Faster XML stream processing in Python

Stefan Behnel

2019-07-26 17:36

It's been a while since I last wrote something about processing XML, specifically about finding something in XML. Recently, I read a blog post by Eli Bendersky about faster XML processing in Go, and he was comparing it to iterparse() in Python's ElementTree and lxml. Basically, all he said about lxml is that it performs more or less like ElementTree, so he concentrated on the latter (and on C and Go). That's not wrong to say, but it also doesn't help much. lxml has much more fine-grained tools for processing XML, so here's a reply.

I didn't have the exact same XML input file that Eli used, but I used the same (deterministic, IIUC) tool for generating one, running xmlgen -f2 -o bench.xml.
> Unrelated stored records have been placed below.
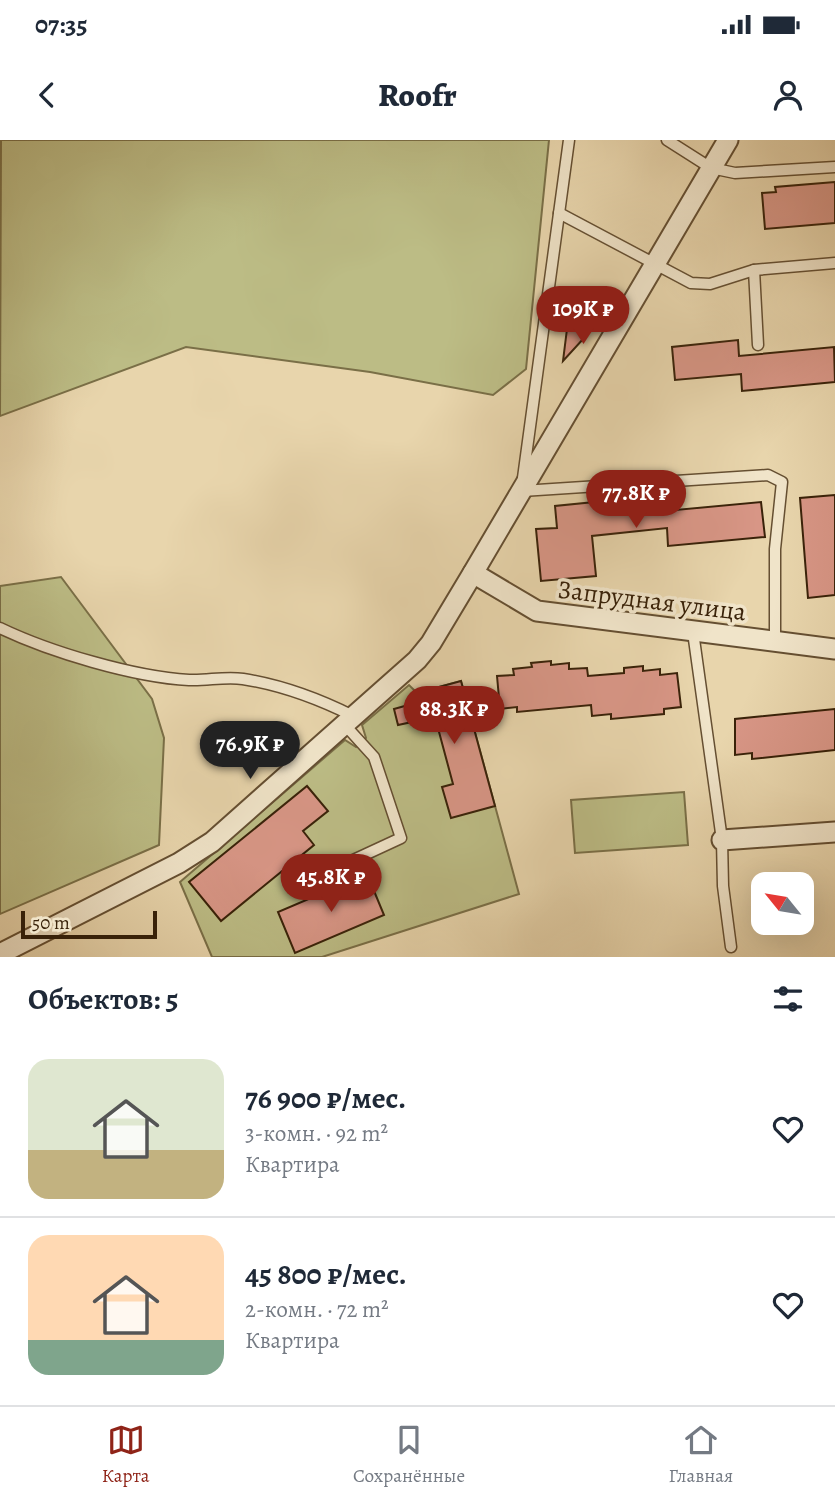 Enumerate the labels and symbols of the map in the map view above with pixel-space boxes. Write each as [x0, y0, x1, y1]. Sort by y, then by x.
pin: 109K ₽ [526, 286, 640, 346]
pin: 77.8K ₽ [571, 470, 701, 530]
street label: Запрудная улица [556, 572, 748, 629]
pin: 88.3K ₽ [389, 686, 519, 746]
pin: 76.9K ₽ [185, 722, 315, 781]
pin: 45.8K ₽ [266, 854, 396, 914]
north arrow [751, 872, 814, 934]
scale bar [21, 908, 158, 940]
That resulted in a 223MiB XML file of the same structure that Eli used, thus probably almost the same as his.

Let's start with the original implementation:

import sys
import xml.etree.ElementTree as ET

count = 0
for event, elem in ET.iterparse(sys.argv[1], events=("end",)):
    if event == "end":
        if elem.tag == 'location' and elem.text and 'Africa' in elem.text:
            count += 1
        elem.clear()

print('count =', count)

The code parses the XML file, searches for location tags, and counts those that contain the word Africa.

Running this under time with ElementTree in CPython 3.6.8 (Ubuntu 18.04) shows:

count = 92
4.79user 0.08system 0:04.88elapsed 99%CPU (0avgtext+0avgdata 14828maxresident)k

We can switch to lxml (4.3.4) by changing the import to import lxml.etree as ET:

count = 92
4.58user 0.08system 0:04.67elapsed 99%CPU (0avgtext+0avgdata 23060maxresident)k

You can see that it uses somewhat more memory overall (~23MiB), but runs just a little faster, not even 5%. Both are roughly comparable.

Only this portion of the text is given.